What the task requires —
All that is needed is each line of the entries holding the word "인평일등추어탕", copied as it stands.

Records —
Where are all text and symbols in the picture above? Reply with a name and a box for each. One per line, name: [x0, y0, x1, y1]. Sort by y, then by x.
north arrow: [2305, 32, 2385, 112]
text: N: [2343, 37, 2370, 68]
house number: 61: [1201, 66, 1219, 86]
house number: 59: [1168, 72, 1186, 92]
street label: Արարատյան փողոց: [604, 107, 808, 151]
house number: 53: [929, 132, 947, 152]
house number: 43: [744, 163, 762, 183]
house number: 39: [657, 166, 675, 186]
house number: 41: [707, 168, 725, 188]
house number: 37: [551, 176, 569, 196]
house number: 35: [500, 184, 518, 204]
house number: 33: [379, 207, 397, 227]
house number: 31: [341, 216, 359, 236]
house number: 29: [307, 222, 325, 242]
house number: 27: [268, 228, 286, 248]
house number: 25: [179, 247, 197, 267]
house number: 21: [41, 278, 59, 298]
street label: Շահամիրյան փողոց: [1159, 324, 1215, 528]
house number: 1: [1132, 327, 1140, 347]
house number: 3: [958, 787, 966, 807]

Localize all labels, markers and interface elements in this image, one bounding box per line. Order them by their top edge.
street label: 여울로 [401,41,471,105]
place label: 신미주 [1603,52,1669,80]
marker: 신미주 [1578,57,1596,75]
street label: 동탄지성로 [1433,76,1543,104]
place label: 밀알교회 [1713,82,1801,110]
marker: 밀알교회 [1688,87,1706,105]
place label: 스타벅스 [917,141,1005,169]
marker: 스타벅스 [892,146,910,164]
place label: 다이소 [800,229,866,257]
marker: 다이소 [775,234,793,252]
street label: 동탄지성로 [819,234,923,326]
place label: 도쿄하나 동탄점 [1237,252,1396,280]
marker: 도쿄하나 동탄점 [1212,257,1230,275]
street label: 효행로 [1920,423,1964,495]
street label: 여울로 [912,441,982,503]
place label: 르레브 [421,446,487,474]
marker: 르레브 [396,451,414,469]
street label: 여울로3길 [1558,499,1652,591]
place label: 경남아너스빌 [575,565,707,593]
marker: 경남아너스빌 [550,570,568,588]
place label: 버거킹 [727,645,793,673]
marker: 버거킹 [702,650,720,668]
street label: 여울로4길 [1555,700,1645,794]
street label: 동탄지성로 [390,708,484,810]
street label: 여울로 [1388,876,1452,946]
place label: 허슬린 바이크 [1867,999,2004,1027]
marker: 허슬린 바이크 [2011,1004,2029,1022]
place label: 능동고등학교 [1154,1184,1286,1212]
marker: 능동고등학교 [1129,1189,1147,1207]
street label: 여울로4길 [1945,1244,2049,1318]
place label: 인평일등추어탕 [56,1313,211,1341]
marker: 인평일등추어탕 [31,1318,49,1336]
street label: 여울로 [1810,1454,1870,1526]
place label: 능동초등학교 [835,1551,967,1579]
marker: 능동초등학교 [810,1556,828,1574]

Worked solution —
place label: 인평일등추어탕 [56,1313,211,1341]
marker: 인평일등추어탕 [31,1318,49,1336]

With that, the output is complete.